» **EXERCISE DETAILS**
Output the entries below exactly, from the first line to the line holding "filter:drop-shadow(0 0 2px", both included.

+---+

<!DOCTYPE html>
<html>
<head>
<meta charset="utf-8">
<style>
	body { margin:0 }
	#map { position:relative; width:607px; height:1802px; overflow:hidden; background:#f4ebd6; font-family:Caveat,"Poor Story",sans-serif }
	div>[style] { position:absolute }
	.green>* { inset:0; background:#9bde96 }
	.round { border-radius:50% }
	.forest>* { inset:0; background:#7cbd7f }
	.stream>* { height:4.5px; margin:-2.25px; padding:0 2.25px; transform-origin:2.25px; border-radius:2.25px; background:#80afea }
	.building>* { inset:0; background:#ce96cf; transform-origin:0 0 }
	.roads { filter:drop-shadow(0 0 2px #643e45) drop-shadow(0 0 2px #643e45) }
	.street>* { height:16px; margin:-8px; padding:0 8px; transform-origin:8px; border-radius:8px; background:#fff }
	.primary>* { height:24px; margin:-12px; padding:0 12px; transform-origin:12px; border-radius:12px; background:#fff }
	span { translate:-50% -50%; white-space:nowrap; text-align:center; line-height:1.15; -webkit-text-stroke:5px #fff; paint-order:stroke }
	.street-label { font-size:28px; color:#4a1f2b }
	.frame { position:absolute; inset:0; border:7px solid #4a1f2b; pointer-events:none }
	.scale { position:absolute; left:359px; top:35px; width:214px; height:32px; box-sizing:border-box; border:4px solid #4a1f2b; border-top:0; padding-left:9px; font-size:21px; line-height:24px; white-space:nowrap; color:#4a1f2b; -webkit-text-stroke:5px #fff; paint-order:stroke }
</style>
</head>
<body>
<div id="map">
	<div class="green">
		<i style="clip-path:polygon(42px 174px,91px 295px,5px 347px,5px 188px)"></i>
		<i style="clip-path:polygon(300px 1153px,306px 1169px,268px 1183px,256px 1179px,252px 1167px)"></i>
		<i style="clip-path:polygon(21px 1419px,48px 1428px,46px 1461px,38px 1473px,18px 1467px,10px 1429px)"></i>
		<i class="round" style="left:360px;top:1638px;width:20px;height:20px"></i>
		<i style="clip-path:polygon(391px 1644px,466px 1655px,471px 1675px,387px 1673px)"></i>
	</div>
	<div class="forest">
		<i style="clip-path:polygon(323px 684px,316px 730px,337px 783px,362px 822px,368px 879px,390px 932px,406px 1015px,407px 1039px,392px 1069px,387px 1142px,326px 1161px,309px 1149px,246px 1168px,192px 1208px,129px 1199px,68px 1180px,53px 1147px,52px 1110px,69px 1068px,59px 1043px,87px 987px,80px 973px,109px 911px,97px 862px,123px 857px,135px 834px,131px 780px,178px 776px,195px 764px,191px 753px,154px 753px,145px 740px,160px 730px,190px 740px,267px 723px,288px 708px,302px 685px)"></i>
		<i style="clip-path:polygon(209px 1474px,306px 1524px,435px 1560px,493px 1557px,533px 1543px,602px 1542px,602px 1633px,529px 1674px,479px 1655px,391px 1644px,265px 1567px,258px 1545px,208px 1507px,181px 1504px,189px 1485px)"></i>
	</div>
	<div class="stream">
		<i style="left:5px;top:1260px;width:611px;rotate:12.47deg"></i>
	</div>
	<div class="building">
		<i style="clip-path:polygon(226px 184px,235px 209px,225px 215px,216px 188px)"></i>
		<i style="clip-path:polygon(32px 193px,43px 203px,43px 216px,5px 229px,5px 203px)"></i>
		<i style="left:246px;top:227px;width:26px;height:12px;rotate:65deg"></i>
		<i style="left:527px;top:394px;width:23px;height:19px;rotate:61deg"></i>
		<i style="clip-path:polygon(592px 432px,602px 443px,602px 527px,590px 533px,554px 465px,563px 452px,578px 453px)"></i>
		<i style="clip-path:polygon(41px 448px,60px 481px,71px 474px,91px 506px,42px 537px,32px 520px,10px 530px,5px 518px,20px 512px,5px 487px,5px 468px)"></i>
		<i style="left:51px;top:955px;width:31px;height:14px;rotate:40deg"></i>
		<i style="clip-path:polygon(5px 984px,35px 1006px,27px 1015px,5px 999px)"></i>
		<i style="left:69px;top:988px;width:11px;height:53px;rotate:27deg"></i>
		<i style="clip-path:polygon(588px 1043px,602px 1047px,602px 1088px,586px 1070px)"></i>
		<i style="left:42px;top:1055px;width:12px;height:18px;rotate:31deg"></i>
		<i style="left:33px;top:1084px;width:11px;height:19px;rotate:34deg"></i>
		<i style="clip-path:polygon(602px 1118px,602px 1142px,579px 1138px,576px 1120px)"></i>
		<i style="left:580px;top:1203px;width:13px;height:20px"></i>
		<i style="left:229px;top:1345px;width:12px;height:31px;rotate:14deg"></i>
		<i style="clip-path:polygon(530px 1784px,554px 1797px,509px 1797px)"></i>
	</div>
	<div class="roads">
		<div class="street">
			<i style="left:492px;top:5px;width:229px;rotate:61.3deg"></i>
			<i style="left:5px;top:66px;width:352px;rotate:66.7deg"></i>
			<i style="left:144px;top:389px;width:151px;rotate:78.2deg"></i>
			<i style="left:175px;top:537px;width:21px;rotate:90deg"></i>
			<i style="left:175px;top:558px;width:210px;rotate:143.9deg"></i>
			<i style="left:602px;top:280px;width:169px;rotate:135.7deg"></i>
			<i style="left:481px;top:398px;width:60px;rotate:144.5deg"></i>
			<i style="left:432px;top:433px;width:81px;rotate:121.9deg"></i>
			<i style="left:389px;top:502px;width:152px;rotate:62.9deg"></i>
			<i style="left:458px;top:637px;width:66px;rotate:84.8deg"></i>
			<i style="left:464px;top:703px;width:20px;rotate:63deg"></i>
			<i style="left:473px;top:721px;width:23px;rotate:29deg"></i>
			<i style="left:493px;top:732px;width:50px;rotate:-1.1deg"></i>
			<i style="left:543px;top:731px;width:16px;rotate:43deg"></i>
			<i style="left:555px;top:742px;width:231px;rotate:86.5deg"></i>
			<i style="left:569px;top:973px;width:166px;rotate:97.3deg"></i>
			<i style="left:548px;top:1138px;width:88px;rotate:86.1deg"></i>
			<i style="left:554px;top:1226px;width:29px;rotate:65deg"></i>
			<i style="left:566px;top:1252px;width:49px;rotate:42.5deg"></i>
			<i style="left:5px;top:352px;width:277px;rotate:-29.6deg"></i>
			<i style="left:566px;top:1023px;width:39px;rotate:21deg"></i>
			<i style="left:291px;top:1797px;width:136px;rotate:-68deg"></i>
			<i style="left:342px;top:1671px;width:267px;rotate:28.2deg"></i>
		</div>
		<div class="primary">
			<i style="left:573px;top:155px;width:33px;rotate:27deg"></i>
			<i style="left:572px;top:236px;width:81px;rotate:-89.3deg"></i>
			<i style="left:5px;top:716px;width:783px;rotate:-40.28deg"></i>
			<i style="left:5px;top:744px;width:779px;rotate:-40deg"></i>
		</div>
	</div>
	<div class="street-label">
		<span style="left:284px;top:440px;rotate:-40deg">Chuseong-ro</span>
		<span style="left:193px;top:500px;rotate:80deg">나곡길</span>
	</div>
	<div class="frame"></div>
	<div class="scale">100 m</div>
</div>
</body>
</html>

+---+

» **TASK OUTPUT**
<!DOCTYPE html>
<html>
<head>
<meta charset="utf-8">
<style>
	body { margin:0 }
	#map { position:relative; width:607px; height:1802px; overflow:hidden; background:#f4ebd6; font-family:Caveat,"Poor Story",sans-serif }
	div>[style] { position:absolute }
	.green>* { inset:0; background:#9bde96 }
	.round { border-radius:50% }
	.forest>* { inset:0; background:#7cbd7f }
	.stream>* { height:4.5px; margin:-2.25px; padding:0 2.25px; transform-origin:2.25px; border-radius:2.25px; background:#80afea }
	.building>* { inset:0; background:#ce96cf; transform-origin:0 0 }
	.roads { filter:drop-shadow(0 0 2px #643e45) drop-shadow(0 0 2px #643e45) }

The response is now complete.